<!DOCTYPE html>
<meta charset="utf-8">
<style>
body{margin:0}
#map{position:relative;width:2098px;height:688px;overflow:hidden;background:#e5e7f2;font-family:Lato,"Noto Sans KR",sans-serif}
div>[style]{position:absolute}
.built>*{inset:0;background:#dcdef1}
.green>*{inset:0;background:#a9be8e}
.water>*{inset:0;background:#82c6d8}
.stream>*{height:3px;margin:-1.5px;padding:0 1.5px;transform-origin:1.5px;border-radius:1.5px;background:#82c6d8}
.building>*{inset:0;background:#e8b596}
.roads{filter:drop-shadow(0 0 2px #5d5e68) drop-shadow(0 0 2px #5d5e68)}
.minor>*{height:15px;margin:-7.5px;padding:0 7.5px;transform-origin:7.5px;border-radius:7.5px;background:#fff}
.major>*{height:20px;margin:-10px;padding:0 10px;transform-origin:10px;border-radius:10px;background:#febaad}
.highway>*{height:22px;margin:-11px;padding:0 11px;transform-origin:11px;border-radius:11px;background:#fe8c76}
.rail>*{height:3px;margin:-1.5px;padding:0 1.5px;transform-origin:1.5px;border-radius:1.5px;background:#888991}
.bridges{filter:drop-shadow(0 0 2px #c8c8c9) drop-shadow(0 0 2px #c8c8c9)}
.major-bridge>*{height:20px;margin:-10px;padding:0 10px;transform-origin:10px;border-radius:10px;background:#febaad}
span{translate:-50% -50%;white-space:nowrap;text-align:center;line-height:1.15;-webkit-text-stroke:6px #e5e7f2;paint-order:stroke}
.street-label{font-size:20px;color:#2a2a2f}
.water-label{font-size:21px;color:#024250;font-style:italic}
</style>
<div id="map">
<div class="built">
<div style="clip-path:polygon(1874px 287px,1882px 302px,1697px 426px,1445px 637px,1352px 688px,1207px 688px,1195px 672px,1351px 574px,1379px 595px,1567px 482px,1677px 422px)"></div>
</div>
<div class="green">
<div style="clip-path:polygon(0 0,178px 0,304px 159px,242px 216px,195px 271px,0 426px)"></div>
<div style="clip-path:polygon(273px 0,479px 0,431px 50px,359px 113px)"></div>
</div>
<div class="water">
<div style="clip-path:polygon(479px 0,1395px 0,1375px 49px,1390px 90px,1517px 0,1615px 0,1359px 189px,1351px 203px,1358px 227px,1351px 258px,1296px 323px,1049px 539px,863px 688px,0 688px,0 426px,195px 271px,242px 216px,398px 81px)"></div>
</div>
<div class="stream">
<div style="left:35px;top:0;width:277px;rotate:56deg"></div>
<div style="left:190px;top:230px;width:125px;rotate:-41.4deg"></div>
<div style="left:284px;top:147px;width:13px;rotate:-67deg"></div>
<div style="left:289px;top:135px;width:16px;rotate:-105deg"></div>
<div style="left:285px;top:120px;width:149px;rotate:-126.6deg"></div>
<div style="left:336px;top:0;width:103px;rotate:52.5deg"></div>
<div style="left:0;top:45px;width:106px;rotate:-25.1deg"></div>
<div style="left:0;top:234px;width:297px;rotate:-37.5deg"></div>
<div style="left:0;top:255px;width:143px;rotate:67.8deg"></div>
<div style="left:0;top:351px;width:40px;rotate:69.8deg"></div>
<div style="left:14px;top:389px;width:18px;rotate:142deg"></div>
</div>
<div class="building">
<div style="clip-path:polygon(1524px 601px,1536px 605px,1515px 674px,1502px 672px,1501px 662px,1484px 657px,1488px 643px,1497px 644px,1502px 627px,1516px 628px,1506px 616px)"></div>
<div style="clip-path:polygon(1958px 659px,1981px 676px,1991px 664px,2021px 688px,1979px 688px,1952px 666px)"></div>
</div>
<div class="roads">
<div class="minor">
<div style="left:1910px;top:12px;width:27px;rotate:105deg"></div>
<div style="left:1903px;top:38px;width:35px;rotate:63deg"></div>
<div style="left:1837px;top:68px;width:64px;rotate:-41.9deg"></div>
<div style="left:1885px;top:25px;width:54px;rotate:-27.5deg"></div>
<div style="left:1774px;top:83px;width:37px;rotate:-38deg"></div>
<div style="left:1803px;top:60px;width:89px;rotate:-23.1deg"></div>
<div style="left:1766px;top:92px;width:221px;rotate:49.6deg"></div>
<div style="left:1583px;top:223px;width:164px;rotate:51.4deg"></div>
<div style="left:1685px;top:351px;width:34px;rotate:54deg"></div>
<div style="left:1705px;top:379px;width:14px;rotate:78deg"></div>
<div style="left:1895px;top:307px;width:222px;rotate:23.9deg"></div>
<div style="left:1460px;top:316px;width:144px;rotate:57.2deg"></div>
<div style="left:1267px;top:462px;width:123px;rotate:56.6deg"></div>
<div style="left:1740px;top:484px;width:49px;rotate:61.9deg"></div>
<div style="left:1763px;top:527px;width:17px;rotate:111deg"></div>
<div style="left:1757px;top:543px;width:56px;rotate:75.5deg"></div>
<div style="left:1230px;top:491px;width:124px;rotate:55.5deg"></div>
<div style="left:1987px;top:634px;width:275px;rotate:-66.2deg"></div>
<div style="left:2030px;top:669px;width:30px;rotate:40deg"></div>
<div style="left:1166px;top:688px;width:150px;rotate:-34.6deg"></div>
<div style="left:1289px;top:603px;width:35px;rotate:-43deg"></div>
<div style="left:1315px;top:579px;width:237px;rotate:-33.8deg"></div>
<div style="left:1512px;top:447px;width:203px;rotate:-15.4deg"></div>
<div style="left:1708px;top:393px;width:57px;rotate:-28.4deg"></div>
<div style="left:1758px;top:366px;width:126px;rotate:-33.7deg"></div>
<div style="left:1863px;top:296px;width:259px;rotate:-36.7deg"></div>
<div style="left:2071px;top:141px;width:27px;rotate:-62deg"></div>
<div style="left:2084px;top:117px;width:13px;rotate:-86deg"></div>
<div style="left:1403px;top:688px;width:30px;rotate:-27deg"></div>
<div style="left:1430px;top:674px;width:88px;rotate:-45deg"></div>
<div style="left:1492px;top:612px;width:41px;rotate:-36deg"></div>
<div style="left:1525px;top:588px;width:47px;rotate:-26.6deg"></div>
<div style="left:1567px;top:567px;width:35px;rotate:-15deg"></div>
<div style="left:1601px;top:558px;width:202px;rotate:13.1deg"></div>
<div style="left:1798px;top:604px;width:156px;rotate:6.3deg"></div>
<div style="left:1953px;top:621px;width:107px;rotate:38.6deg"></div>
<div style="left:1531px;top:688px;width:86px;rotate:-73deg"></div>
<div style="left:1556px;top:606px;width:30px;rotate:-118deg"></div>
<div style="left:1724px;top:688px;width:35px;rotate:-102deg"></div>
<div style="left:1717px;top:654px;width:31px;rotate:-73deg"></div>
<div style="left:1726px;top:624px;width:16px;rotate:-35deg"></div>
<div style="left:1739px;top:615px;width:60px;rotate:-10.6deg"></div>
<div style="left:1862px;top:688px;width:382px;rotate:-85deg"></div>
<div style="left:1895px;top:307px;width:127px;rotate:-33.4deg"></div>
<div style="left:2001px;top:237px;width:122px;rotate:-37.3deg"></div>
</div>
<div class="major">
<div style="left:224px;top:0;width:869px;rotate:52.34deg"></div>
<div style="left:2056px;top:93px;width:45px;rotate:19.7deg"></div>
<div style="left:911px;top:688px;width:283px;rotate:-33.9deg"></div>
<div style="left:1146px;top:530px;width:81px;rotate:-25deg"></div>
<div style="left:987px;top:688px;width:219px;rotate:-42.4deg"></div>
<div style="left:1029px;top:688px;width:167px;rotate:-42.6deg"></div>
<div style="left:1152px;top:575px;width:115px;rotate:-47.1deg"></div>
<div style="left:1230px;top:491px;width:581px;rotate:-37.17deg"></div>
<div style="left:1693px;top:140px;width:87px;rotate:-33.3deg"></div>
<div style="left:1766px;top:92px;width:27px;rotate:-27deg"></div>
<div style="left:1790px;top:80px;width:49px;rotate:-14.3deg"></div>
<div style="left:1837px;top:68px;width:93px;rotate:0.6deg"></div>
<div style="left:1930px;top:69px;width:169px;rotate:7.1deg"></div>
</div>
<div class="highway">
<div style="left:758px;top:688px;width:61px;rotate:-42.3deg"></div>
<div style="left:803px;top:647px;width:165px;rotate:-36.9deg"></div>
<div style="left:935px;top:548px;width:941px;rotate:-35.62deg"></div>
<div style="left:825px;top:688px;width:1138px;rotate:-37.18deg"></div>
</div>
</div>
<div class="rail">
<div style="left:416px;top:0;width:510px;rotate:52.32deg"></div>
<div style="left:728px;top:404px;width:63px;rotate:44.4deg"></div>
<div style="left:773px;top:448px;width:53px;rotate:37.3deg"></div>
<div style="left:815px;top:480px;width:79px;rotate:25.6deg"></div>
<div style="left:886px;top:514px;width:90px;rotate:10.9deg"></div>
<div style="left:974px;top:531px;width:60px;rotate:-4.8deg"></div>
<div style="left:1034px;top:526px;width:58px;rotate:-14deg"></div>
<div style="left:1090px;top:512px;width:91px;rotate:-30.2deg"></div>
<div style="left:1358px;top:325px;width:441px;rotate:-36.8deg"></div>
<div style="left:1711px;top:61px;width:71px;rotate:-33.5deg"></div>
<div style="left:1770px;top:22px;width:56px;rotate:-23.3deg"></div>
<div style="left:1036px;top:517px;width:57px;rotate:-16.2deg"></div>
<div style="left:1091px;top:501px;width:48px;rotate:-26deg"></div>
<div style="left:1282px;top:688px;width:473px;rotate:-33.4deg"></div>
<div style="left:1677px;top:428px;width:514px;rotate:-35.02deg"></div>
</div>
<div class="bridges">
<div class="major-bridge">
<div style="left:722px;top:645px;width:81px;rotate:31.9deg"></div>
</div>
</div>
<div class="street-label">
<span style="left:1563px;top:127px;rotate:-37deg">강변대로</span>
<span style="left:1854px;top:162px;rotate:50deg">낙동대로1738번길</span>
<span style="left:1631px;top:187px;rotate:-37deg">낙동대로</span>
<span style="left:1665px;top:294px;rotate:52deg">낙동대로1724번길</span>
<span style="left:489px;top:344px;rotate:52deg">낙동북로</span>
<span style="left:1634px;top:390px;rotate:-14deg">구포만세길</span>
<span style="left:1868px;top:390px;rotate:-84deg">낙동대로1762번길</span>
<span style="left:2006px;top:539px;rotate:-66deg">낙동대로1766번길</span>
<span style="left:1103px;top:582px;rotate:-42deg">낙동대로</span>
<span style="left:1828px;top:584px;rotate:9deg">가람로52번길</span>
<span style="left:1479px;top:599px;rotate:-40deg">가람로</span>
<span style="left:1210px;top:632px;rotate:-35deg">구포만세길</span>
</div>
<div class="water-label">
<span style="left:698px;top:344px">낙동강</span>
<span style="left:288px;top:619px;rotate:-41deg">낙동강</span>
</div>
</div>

- - -

INSTRUCTIONS TO FOLLOW:
Which lines of the records contain "building"? Show each of them.

REPLY TO THE TASK:
.building>*{inset:0;background:#e8b596}
<div class="building">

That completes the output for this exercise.